In written testimony before the House Judiciary Committee in 2010, Casson, who resigned as co-chairman of the NFL’s committee on brain injuries in 2009, accused the media of distorting his position but added: “There is not enough valid, reliable or objective scientific evidence at present to determine whether or not repeat head impacts in professional football result in long term brain damage.” Casson’s name is splashed throughout the lawsuits.

“I really hate deceit,” said Bass, who provides high-end loans for entrepreneurs. “These things would not have materialized if the owners, the NFL had treated players with just a little bit of respect, had given us just a little dignity as we move from playing football into a normal, regular life which after playing football, is never going to be normal or regular.”

Bass remembers being taught to aim his forehead at what he wanted to hit. Repeated hits can damage the brain’s frontal lobe, according to Benson, causing depression, anxiety, impulsivity and easy anger. But subconcussive hits that don’t result in a clinical concussion, such as the routine banging of an offensive lineman’s head into a defender’s chest, can be more dangerous over the long term, Benson said.

Eight surgeries? Part of the game to Bass. But the suicides, the NFL’s response, the creeping uncertainty about a concussion-clouded future bothers him.

“We were not educated as to the ramifications of how things would be 20, 30 years later,” Bass said. “None of us really want to hurt the NFL. But they’ve kind of turned their backs on us.”

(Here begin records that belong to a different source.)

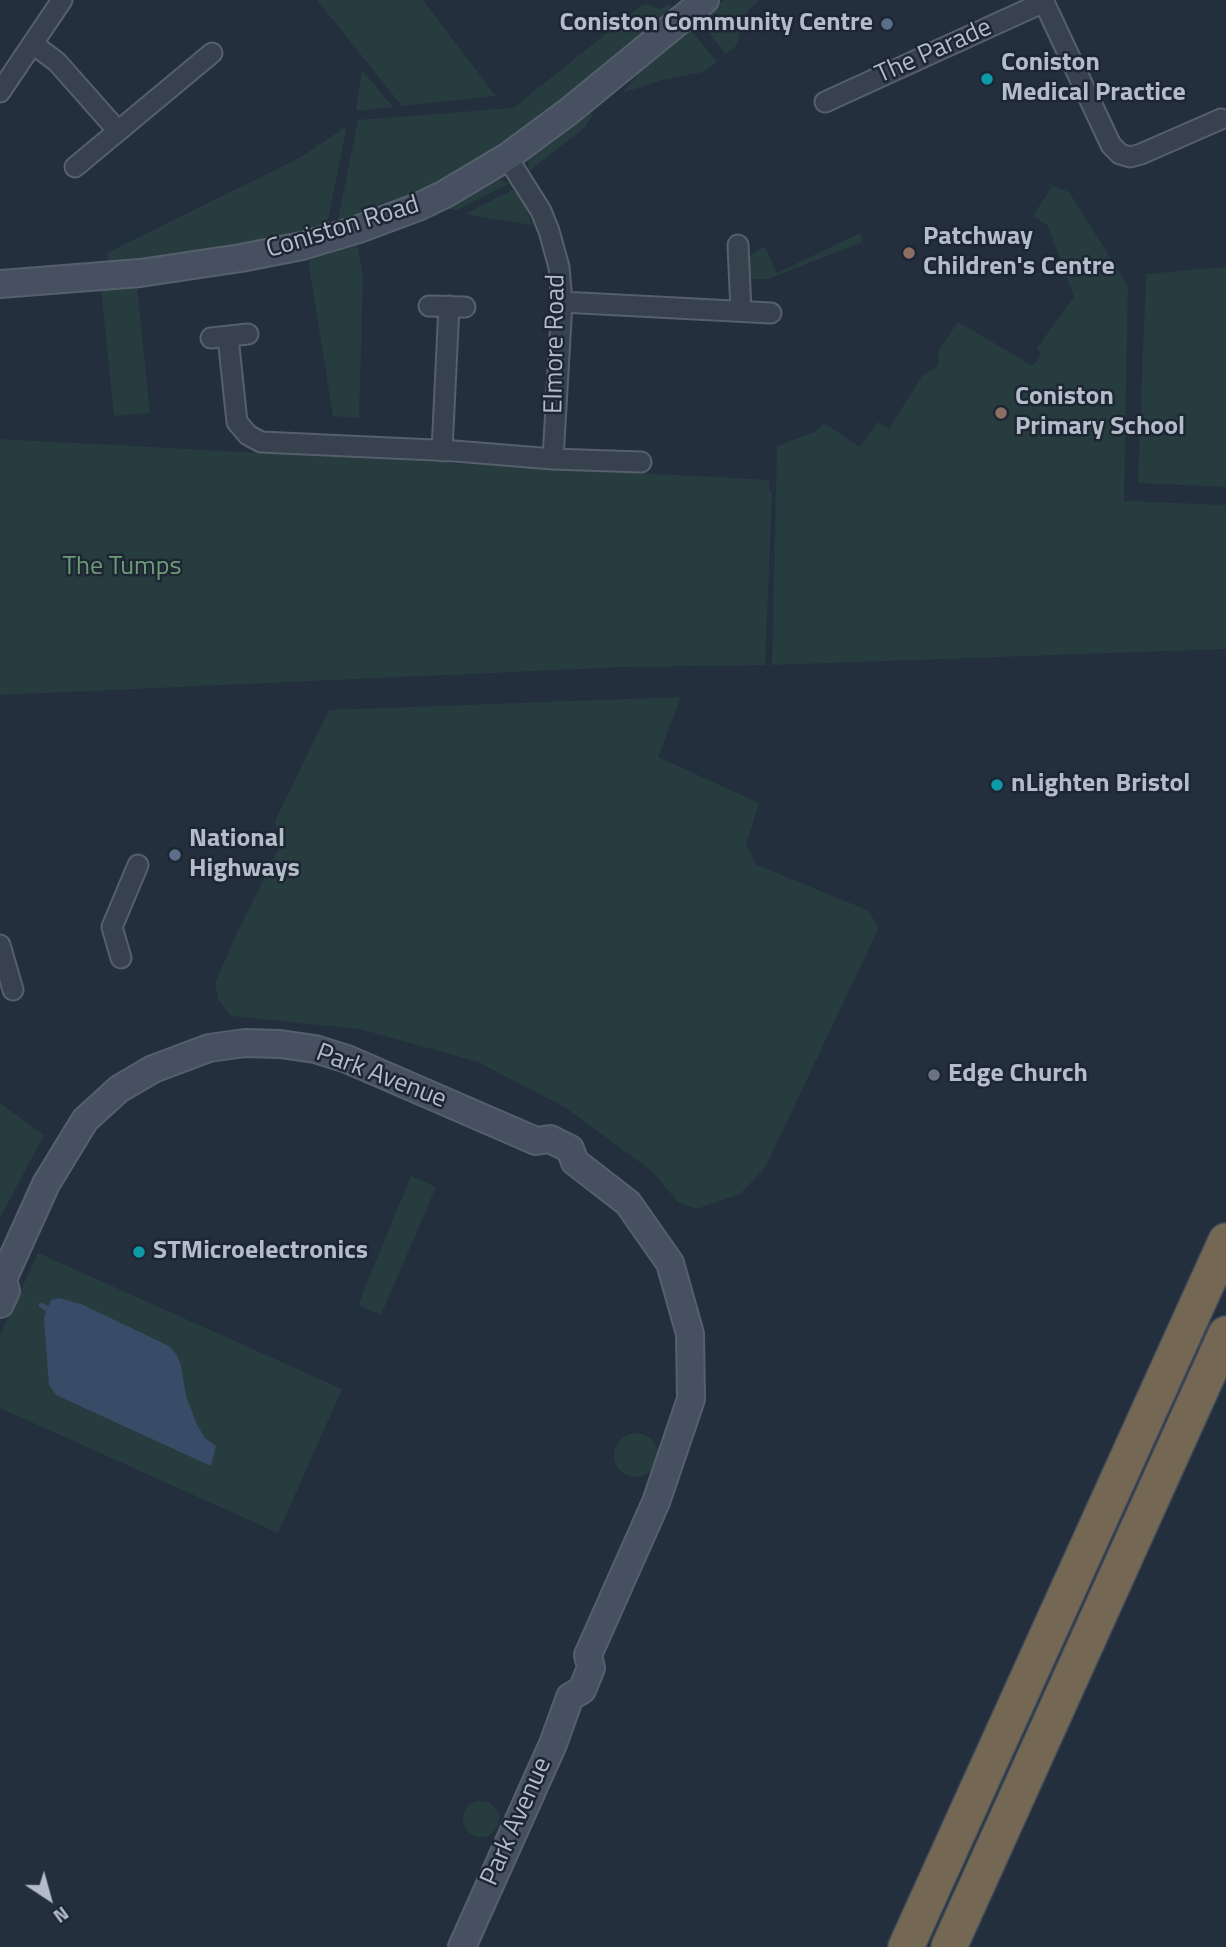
<!DOCTYPE html>
<html>
<head>
<meta charset="utf-8">
<style>
  body { margin:0 }
  #map { position:relative; width:1226px; height:1947px; overflow:hidden; background:#242f3e; font-family:"Titillium Web",sans-serif }
  canvas { display:block }
  .north { position:absolute; left:14px; top:1863px; width:70px; height:70px; -webkit-text-stroke:5px #1d2633; paint-order:stroke; rotate:144deg; font-size:19px; font-weight:700; line-height:28px; text-align:center; color:#b4bcc9 }
  .north::after { content:''; display:block; margin:auto; width:24px; height:32px; background:#b4bcc9; clip-path:polygon(50% 0,100% 100%,50% 72%,0 100%) }
</style>
</head>
<body>
<div id="map">
<canvas width="1226" height="1947"></canvas>
<div class="north">N</div>
</div>
<script>
const ctx = document.querySelector('canvas').getContext('2d');
ctx.lineJoin = 'round';
function paint(path, color) { ctx.fillStyle = color; ctx.fill(path, 'evenodd'); }
const shape = rows => new Path2D(rows.map(r => 'M' + r).join(''));
function trace(path, color, width, dash) { ctx.strokeStyle = color; ctx.lineWidth = width; ctx.lineCap = dash ? 'butt' : 'round'; ctx.setLineDash(dash || []); ctx.stroke(path); }
function write(font, color, halo, rows, align = 'center') {
  ctx.font = font + ' "Titillium Web",sans-serif'; ctx.lineWidth = 5; ctx.setLineDash([]); ctx.textBaseline = 'middle'; ctx.strokeStyle = halo; ctx.fillStyle = color; for (const [text, x, y, turn = 0] of rows) {
    ctx.save(); ctx.translate(x, y); ctx.rotate((+turn || 0) * Math.PI / 180); ctx.textAlign = isNaN(turn) ? turn : align; if (halo) ctx.strokeText(text, 0, 0); ctx.fillText(text, 0, 0); ctx.restore();
  }
}
paint(shape([
  [317,0,423,0,496,96,402,106],
  [724,0,760,0,748,10,736,46,725,54,699,20],
  [648,4,659,9,669,4,675,12,534,123,430,189,337,225,358,120,513,108,641,6],
  [689,28,717,62,703,72,662,80,622,93,653,58],
  [362,70,393,107,356,111],
  [589,112,593,115,584,128,529,171,527,159,530,151],
  [347,126,327,224,285,235,212,249,108,262,107,253,299,158],
  [493,177,510,183,457,210,431,207],
  [1052,186,1069,192,1128,286,1124,501,1226,505,1226,649,772,665,777,446,815,432,824,423,860,447,878,422,889,429,922,376,938,366,939,350,958,322,1033,366,1041,355,1037,348,1074,297,1048,226,1033,216],
  [514,189,527,211,532,225,465,214],
  [860,233,863,242,768,279,747,279,745,267,749,257,758,250,765,247,777,273],
  [357,242,363,275,359,418,333,416,308,260],
  [1226,267,1226,487,1138,483,1146,274],
  [137,286,150,413,114,416,101,290],
  [0,439,769,480,769,491,772,492,765,665,624,667,0,695],
  [681,697,658,757,759,803,746,845,757,865,867,910,879,927,765,1168,740,1194,697,1209,678,1202,652,1171,566,1108,478,1062,360,1029,231,1016,219,1001,215,984,235,937,281,844,275,821,329,710],
  [0,1103,44,1135,0,1218],
  [411,1176,436,1187,381,1315,358,1305],
  [38,1253,342,1389,278,1533,0,1408,0,1335],
  '614 1455a22 22 0 1 1 44 0a22 22 0 1 1-44 0Z',
  '463 1819a18 18 0 1 1 36 0a18 18 0 1 1-36 0Z'
]), '#263c3f');
paint(shape([
  [59,1298,81,1304,169,1346,177,1355,181,1366,186,1396,197,1425,205,1438,216,1446,211,1466,56,1395,49,1385,44,1318,51,1300]
]), '#394c67');
trace(shape([
  [41,1305,48,1309]
]), '#394c67', 5);
const street = shape([
  [1043,0,1111,145,1120,154,1130,157,1141,154,1221,119],
  [33,44,57,62,118,131],
  [0,92,62,0],
  [825,102,1044,2],
  [507,157,541,211,549,231,559,267,562,302,553,459],
  [75,167,212,53],
  [738,245,741,311],
  [562,302,771,313],
  [429,306,465,307],
  [228,337,237,422,248,435,261,442,455,451,553,459,641,462],
  [211,338,248,334],
  [442,451,449,306],
  [0,945,13,990],
  [121,958,112,927,138,865]
]);
const secondary = shape([
  [0,284,140,273,241,258,302,246,359,229,418,207,445,194,507,157,568,112,705,0],
  [0,1304,6,1291,3,1279,46,1184,85,1120,119,1089,153,1069,209,1048,245,1043,280,1044,315,1049,347,1059,536,1141,550,1139,570,1149,575,1162,628,1203,670,1263,690,1334,691,1399,656,1502,588,1655,591,1668,582,1690,570,1697,553,1744,462,1947]
]);
const highway = shape([
  [906,1947,1226,1241],
  [949,1947,1226,1334]
]);
trace(street, '#565f6c', 23);
trace(secondary, '#565f6c', 30);
trace(highway, '#434c59', 38);
trace(street, '#38414e', 19);
trace(secondary, '#465061', 26);
trace(highway, '#746855', 35);
for (const [x, y, r, color] of [
  [887,24,7,"#5c6f8a"],
  [987,79,7,"#0f9aa8"],
  [909,253,7,"#8d6e63"],
  [1001,413,7,"#8d6e63"],
  [997,785,7,"#0f9aa8"],
  [175,855,7,"#5c6f8a"],
  [934,1075,7,"#6b7280"],
  [139,1252,7,"#0f9aa8"]
]) { const dot = new Path2D(); dot.arc(x, y, r, 0, 2 * Math.PI); ctx.fillStyle = color; ctx.fill(dot); trace(dot, '#1d2633', 2.5); }
write('bold 26px', '#b4bcc9', '#1d2633', [
  ["Coniston Community Centre",873,24,"right"],
  ["Coniston",1001,64],
  ["Medical Practice",1001,94],
  ["Patchway",923,238],
  ["Children's Centre",923,268],
  ["Coniston",1015,398],
  ["Primary School",1015,428],
  ["nLighten Bristol",1011,785],
  ["National",189,840],
  ["Highways",189,870],
  ["Edge Church",948,1075],
  ["STMicroelectronics",153,1252]
], 'left');
write('26px', '#b4bcc9', '#1d2633', [
  ["The Parade",934,52,-24],
  ["Coniston Road",343,228,-17],
  ["Elmore Road",556,344,-89],
  ["Park Avenue",381,1077,21],
  ["Park Avenue",517,1822,-66]
]);
write('26px', '#6b9a76', '#1d2633', [
  ["The Tumps",122,568]
]);
</script>
</body>
</html>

’You knew you had to play’

Back when Len Hauss wore No. 56, long-term consequences of blows to his head didn’t matter. Keeping his job did. He figured a handful of his backups over 14 seasons were better than him. If they couldn’t play, no one would know and he would keep his spot. So, he rarely missed a down.

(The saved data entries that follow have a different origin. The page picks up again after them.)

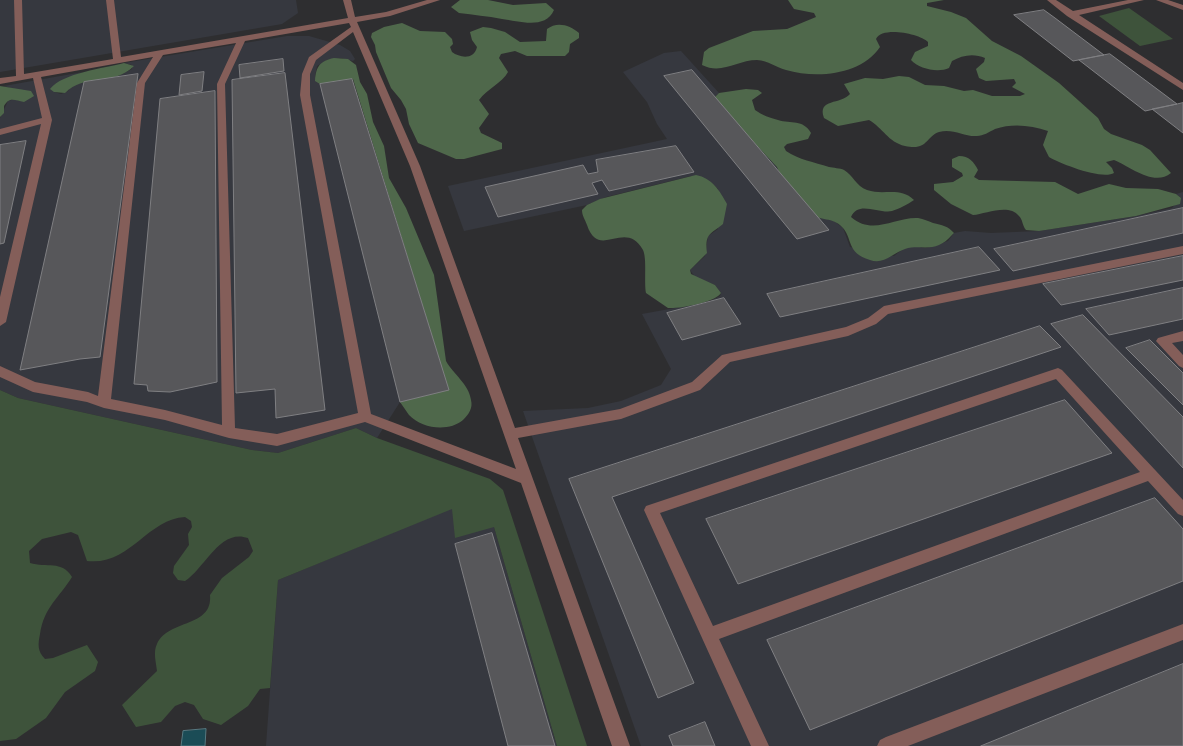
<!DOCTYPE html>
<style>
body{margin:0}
canvas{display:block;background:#2e2e30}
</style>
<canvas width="1183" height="746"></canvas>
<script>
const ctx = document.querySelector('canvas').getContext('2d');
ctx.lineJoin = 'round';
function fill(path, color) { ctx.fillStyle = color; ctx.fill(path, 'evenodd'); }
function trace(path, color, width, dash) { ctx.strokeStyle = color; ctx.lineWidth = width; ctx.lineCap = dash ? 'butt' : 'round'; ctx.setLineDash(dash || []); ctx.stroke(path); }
fill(new Path2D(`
 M0,0H296L298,13L282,24L0,72Z
 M287,36H309L340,45L350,51L355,59L353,61L341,58L327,60L317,66L315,76L320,84L352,79L449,390L400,402L377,438L356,428L278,453L252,450L18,398L0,390V118L8,101L15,99L20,101L14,89L4,86L83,72L76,75L54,92L61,94L68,91L71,86L80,83L122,74L132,69V65L124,63Z
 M681,51L719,93L713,99L777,167L780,175L810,214L834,221L843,228L850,247L894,256L903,249L913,246L926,248L948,241L954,233L965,231L991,233L1039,231L1136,216L1172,208L1181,198L1176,194L1183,192V746H641L523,411L588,408L621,401L661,385L671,369L642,314L708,302L720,296L721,293L715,285L695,277L690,270L705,256L708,236L718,229V189L712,183L691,176L606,197L587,205L464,231L448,186L667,139L657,124L647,102L623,72L664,53Z
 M452,508L494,527L557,746H266L278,580Z`), '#36383f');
fill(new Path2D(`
 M1129,8L1173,39L1140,46L1099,16Z
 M0,390L18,398L252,450L278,453L356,428L377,438L490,479L503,490L587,746H557L494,527L455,538L452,509L278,580L270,688L260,689L248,706L221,725L203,719L194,705L185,702L175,706L161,722L136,727L122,705L157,671C156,662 153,652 157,644C168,619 213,628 210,595L222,578L249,557L253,551L248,538C220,528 205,568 185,581L178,580L173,573L174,566L189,545L188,534L192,527L191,521L185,517C147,519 130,566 87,561L78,535L71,532L42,539L29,551L30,563C46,568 62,560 72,577C59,598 44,607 40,634C38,644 37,651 45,659L53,658L87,645L98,662L95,671L65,692L46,718L16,739L0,741Z`), '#3e533b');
fill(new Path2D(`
 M460,0H488L513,5L546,3L554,10C545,30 519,21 502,19C487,16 474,15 459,13L451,7Z
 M788,0H944L927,3V6L951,12L966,18L992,41L1021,56L1059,83L1098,118L1104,129L1111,134L1142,145L1150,150L1171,173C1154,187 1131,167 1114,160L1106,162L1112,168L1114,173C1102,180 1061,164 1049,157L1043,145L1048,131C1031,125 1012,123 995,129C989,132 983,136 977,136C964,137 953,128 939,132C925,137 928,151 905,146C888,142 883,128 869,120L838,126L824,118C817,98 841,105 850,94L844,84L865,78L883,79L899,76L909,77L925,85L944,86L964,91L973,90L992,96H1020L1025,94L1012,87L1016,83L1014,79L986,81L979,78L976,69L984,62L985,58C974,53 962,55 952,61L949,68C938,73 919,69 911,60L915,52L928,46V42C920,34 882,26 876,39L880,47C861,75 817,79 786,70C775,67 769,61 757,60C737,60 722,75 702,65L704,52L709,48L753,31L787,29L816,17L814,13L794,9Z
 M402,23L420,31L445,32L452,39L453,44L450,47L452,52C460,58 474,60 477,47L472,40L470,32L483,27L491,28L505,32L520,42L546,41L547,29C557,21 570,25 579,33V38L570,44L569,52L565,56H527L515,51L501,54L499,58L508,72C502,83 487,89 479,100L489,114L479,128L481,133L502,143V149L464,159H456L418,143L409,124L406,109L401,100L391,88L376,52L375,45L371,37L372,33L384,27Z
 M334,58L348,59L356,65L360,82L367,94L373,122L384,146L389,178L406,208L434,275L446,361C453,374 469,384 471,400C473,408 469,414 463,420C449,432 422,429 409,415C406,411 403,406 400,402L448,389L353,79L320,84L315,81C316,66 320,61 334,58Z
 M124,63L134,66C113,87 84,73 65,93L54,92L50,89C62,73 105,68 124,63Z
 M0,86L31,91L34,96L24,102C15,101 10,96 4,106V113L0,117Z
 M746,89L758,90L762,93L752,100L755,110C762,115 770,118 778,120C791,124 803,119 811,133L808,139L787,144L784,147L786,151C799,160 814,162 829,167C833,168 840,168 844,170C853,175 856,186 867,190C884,196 900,186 914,200C908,204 899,209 892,211C879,214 858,200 851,217C873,236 894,217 918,218C924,219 928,221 933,223C942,225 948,226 954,233C949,238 946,242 939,245C928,250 917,245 905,249C893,253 884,265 870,260C846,253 853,238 842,227C833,217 820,221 810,214C802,209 780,176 777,167L713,99L719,93Z
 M959,156C969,156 974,162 978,170L974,177L979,180L1055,182L1078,194L1109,184L1126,188L1158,189L1176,194L1181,198L1180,204L1136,216L1039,231L1026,230C1022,225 1023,220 1019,216C1009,203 985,214 973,215L951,204L934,190V184L953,182L963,176L962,173L952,167V159Z
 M696,175C712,178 720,191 727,204L723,224C709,235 705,234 707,253L690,270L691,274L715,285L721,293C716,302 679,309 668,308L646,293C644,281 647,258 643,250C625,218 599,261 587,225C585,219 582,216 582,210L587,205L600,199Z`), '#4f684b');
const water = new Path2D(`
 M206,729L205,746H181L183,731Z`);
fill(water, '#1b4c56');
trace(water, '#577981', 1);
const building = new Path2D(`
 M1044,10L1055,18L1104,55L1073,61L1014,15Z
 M1110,54L1157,89L1177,104L1145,111L1079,60Z
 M283,59L284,71L240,78L239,65Z
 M692,70L829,230L797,239L664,76Z
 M204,72L202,91L179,95L181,75Z
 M285,73L325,410L276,418L275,389L236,393L232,80Z
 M138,74L100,357L80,359L20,370L84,82Z
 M352,79L449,390L400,402L320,84Z
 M215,91L217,382L170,392L148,391L147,385L134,384L160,99Z
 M1183,103V133L1152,109L1177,104Z
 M26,141L4,243L0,244V145Z
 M676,146L694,172L609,191L602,180L592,183L598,194L498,217L485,187L583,165L588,174L598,172L596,160Z
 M1183,208V233L1013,271L994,249Z
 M979,247L1000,270L780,317L767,294Z
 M1183,256V280L1061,305L1043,284Z
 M1183,288V319L1109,335L1086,309Z
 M724,298L741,324L682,340L667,313Z
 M1083,315L1183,417V468L1051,324Z
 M1040,326L1061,347L612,497L694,683L658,698L569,479Z
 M1150,340L1183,373V405L1126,348Z
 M1065,400L1112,453L738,584L706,519Z
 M1155,498L1183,529V581L810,730L767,640Z
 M492,533L555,746H508L455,544Z
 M1183,664V746H981Z
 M705,722L715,746H673L669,736Z`);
fill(building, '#57575a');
trace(building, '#7f7f82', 1);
fill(new Path2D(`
 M14,0H22L24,74L113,59L106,0H114L121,57L348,18L343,0H351L355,17L386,12L427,0H440L390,16L357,22L420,166L515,428L620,409L692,382L722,355L846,327L868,318L884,306L1183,246V254L888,314L876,324L848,336L730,362L700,390L621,419L518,438L630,746H612L521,483L365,422L277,446L229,438L165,420L104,408L87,402L33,392L0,377V366L35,382L88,392L98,396L137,83L153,57L41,77L52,120L6,322L0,326V297L41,124L0,135V129L42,118L33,78L0,84V78L16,76ZM349,23L351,27L309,57L302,74L300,95L358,413L277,434L235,428L225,84L245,41ZM353,32L410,166L516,469L371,414L310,95V74L316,60ZM236,43L217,84L222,425L165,410L111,399L145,83L163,55Z
 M1047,0H1056L1073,11L1128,0H1144L1079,15L1183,83V90L1067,16Z
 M1156,0H1168L1183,5V10Z
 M1183,331V341L1172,343L1183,355V368L1179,366L1156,341L1158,338Z
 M1058,368L1062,370L1183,500V516L1178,514L1148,481L719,639L769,746H751L644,510L646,506ZM1056,379L1140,472L713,626L660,513Z
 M1183,624V640L908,746H877L880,740L886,737Z`), '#845e59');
</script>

“If you got hurt, you did your dead level best not to let anybody know that,” Hauss said. “You didn’t let the trainers know and you certainly didn’t let the coaches know because you wanted to be on the club. … You couldn’t afford to let somebody else get your job.”

Financial help isn’t what Hauss wants from the lawsuits. Medical evaluation and attention, improving the quality of life for ex-players suffering residual effects matters more. The master complaint filed earlier this month in Pennsylvania requests NFL-funded monitoring and treatment for plaintiffs. An NFL filing in response to a concussion case filed in U.S. District Court in New Jersey estimated a baseline evaluation would cost $6,200 to $8,600 per person.

Hauss never had a conversation with a Redskins trainer about whether he should play after a hit left him “goofy” or “acting kind of funny.” He didn’t leave. Was that the right decision?

“You knew you had to play,” Hauss said. “We’ll worry about the concussion later.”